__Collected data__.
------------------------------------------------

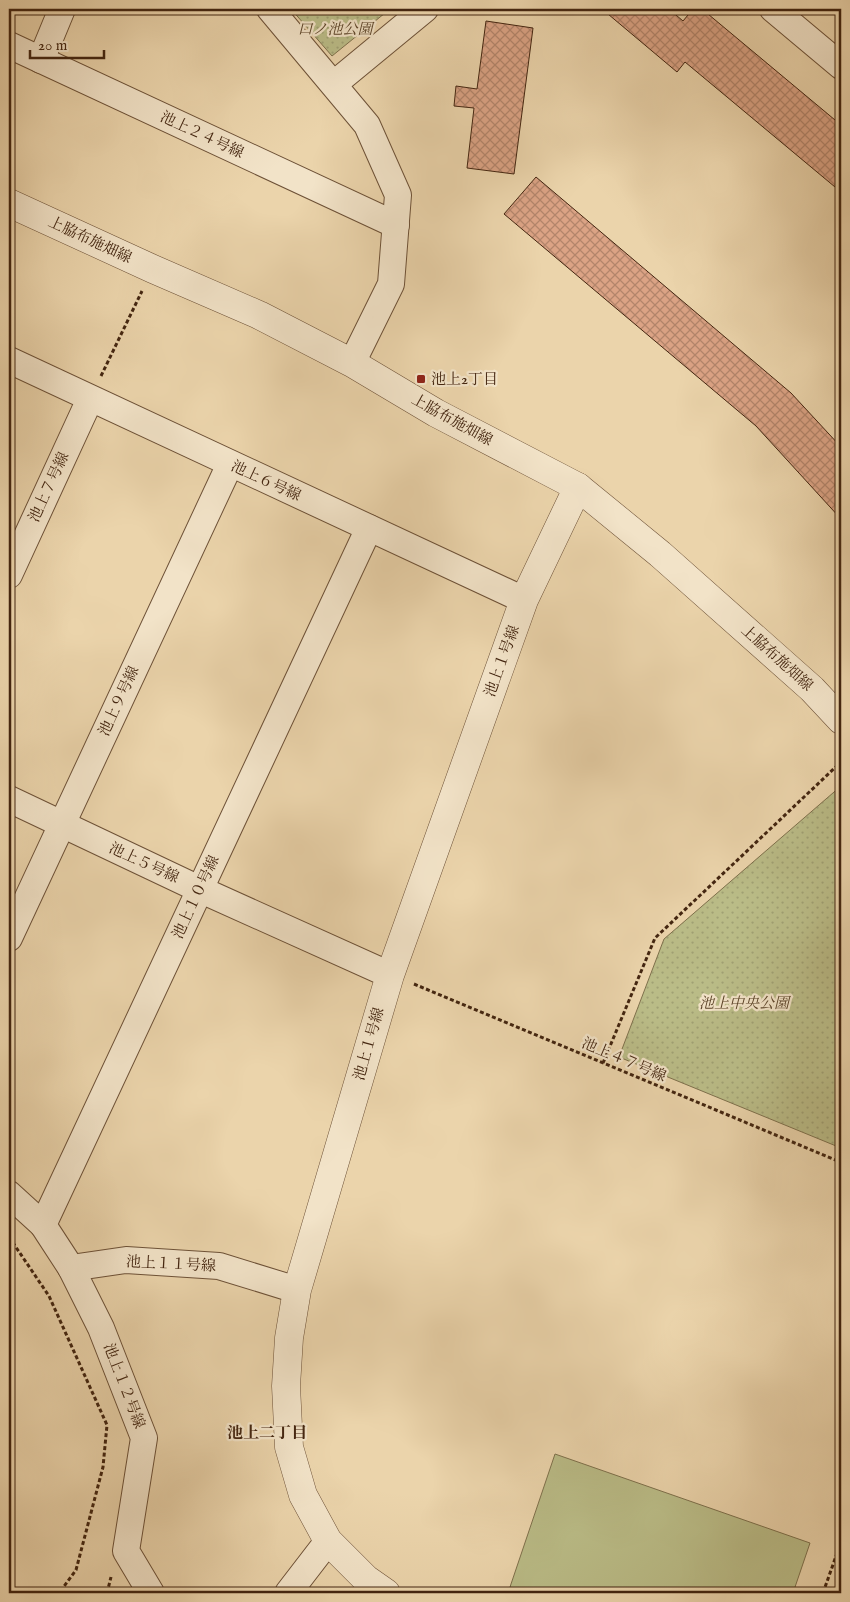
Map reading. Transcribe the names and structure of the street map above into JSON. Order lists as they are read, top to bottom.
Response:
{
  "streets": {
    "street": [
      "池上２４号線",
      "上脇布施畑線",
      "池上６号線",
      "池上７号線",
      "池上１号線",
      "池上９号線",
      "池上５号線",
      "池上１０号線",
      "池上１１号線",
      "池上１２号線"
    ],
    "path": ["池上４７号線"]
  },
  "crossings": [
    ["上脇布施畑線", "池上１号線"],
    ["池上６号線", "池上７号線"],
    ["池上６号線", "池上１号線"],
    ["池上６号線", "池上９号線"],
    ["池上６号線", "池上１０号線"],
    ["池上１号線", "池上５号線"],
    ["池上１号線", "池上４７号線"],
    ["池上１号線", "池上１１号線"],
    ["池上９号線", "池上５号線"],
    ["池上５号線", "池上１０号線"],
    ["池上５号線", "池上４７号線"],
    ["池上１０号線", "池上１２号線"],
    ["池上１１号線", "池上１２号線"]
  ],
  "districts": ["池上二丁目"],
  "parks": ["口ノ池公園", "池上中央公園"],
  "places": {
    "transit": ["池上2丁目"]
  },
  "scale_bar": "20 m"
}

------------------------------------------------

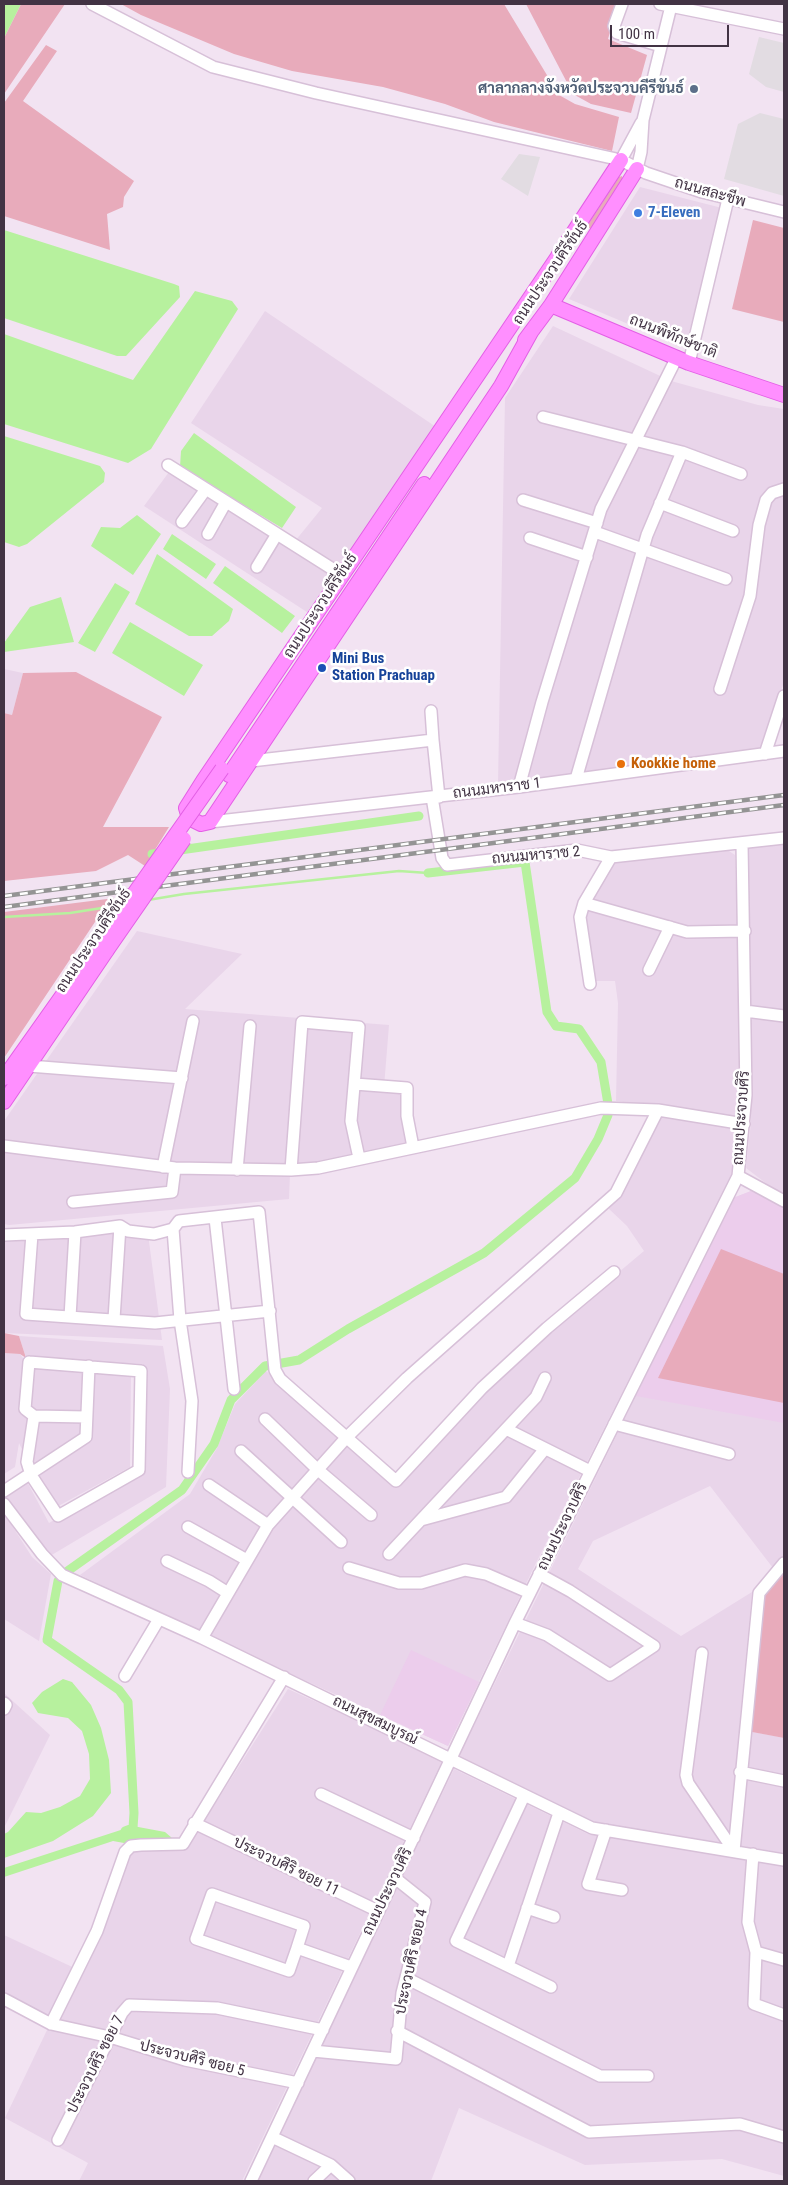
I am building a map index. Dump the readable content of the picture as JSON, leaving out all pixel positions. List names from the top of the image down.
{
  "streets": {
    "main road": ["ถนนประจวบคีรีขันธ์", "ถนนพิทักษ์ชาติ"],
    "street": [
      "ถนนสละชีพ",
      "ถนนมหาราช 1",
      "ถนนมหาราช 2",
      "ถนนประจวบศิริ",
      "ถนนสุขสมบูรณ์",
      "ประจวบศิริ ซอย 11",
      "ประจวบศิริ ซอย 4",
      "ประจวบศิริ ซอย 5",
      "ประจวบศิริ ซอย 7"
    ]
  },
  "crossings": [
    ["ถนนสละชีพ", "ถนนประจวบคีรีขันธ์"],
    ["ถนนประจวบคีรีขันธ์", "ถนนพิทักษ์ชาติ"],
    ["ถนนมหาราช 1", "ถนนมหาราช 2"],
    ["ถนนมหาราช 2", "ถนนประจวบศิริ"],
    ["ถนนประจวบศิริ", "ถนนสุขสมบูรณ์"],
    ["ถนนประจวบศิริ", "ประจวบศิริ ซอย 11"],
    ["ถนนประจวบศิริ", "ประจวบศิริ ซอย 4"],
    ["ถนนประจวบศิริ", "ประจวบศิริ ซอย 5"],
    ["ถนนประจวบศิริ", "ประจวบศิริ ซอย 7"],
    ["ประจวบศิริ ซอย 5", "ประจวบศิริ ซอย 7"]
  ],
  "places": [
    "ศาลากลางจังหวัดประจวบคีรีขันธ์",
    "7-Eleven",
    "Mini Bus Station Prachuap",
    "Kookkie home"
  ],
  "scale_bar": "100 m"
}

------------------------------------------------

__Problem to solve__.
Write out every line in the data that holds the string "ถนนมหาราช".

__Solution to the problem__.
      "ถนนมหาราช 1",
      "ถนนมหาราช 2",
    ["ถนนมหาราช 1", "ถนนมหาราช 2"],
    ["ถนนมหาราช 2", "ถนนประจวบศิริ"],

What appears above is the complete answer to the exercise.